How is Digital Changing Today’s Leaders?
Technology is changing the business landscape and how we behave as leaders. All information is being digitised – not just documents in office, but our social interaction, our whereabouts, our health information through wearables; with the Internet of Things even physical products are now wrapped in data – everything is connected. We have powerful tools now to reach customers, stakeholders and even staff, but how do we avoid drowning in information?
Technology is affecting the very nature of work
It’s not just about how technology affects what your workers do but what type of workers you actually need. You will probably have heard about AI. To some AI sounds like science fiction (techies like to use sci-fi terms such as AI, robo-advisers, autonomous vehicles, etc.) but the problem with that is it can make people think it is sci-fi and won’t have an impact on them, whereas if you just call it software – which is what it is – then it is easier to conceive that it will have an impact on your given industry.
So are robots going to take our jobs? Do a cursory search of the web and you’ll see a glut of doom and gloom stories about the impact of AI. The good news of course is that variety, volume and quality will increase and become cheaper – but the bad news is it could leave a lot of people behind. Millions of jobs have gone around the world in manufacturing and AI will soon start to affect professional services, which means it will impact us.
AI could benefit professional services industries
In a place with low unemployment, population pressures and reducing productivity, AI could be the answer to take on more business without growing the workforce significantly, and to also move people up the value chain from admin roles to more interesting and better paid opportunities.
In terms of the importance of leadership in digital transformation, there is a big change already in the way organisations are making key judgments, forecasts, predictions and decisions. The challenge is sometimes to get the alleged experts out of the way, and teaching them to be a lot humbler and a lot more data driven. The other big change is that we now have access – again via technology, networks, and very powerful devices – to a worldwide body of knowledge and talent and skill.
You can now articulate a problem you’re working on and float it up with a worldwide community of innovators and problem solvers that can work on it, make suggestions and give you very good results – you get them quickly and you get them from unexpected quarters.
Thinking that all the expertise that you need is in-house or that you know where to go to go get the expertise or the help for the big challenge that you’re working on—that’s a really dangerous assumption. It’s a great opportunity to broaden your horizons and look outside your normal environment for answers.
It’s time to experiment
Another benefit of this change, is that it’s a lot cheaper these days with all this technology and all those accessible resources to engage in open innovation – to set a challenge and see what response you get inside and outside your organisation. It might be useful to find a part of your company that’s led by someone who’s a bit more comfortable working with technology and data, and set them a challenge on the understanding that experimentation, failure and learning are a good thing.

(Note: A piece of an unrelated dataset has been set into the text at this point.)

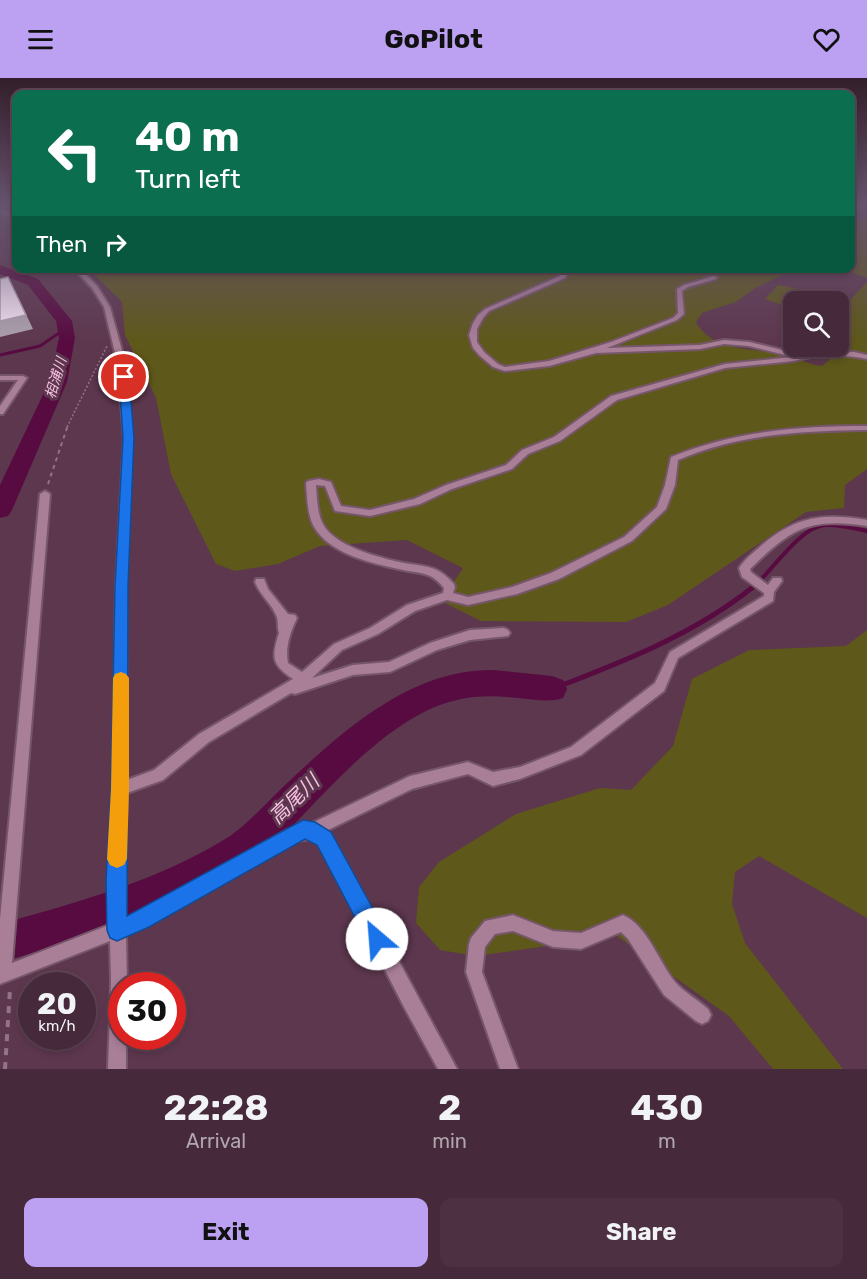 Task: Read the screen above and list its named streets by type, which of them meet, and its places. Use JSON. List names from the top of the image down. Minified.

Successful corporate digital transformations start with the leadership embracing technology – not necessarily the bits and bytes but the potential of using it to improve your business. This sends a clear message to the rest of the organisation that the company is serious about implementing change. Digital transformation is often pushed to the IT department, but this is a mistake; the process impacts the entire business.
We need to develop digital leaders
We need to educate staff on what digital transformation means and why it matters. We need to run change management workshops, and find case studies from elsewhere in the industry to illustrate the benefits. And we mustn’t try to digitise everything all at once. We must instead, start with small changes that are easier to swallow.
You may feel that digital is engulfing your business. You may find it daunting that there is no “done” in digital… but in the digital world, if you’re not a leader you risk becoming a victim of disruption – strong leadership throughout inevitable change is the answer.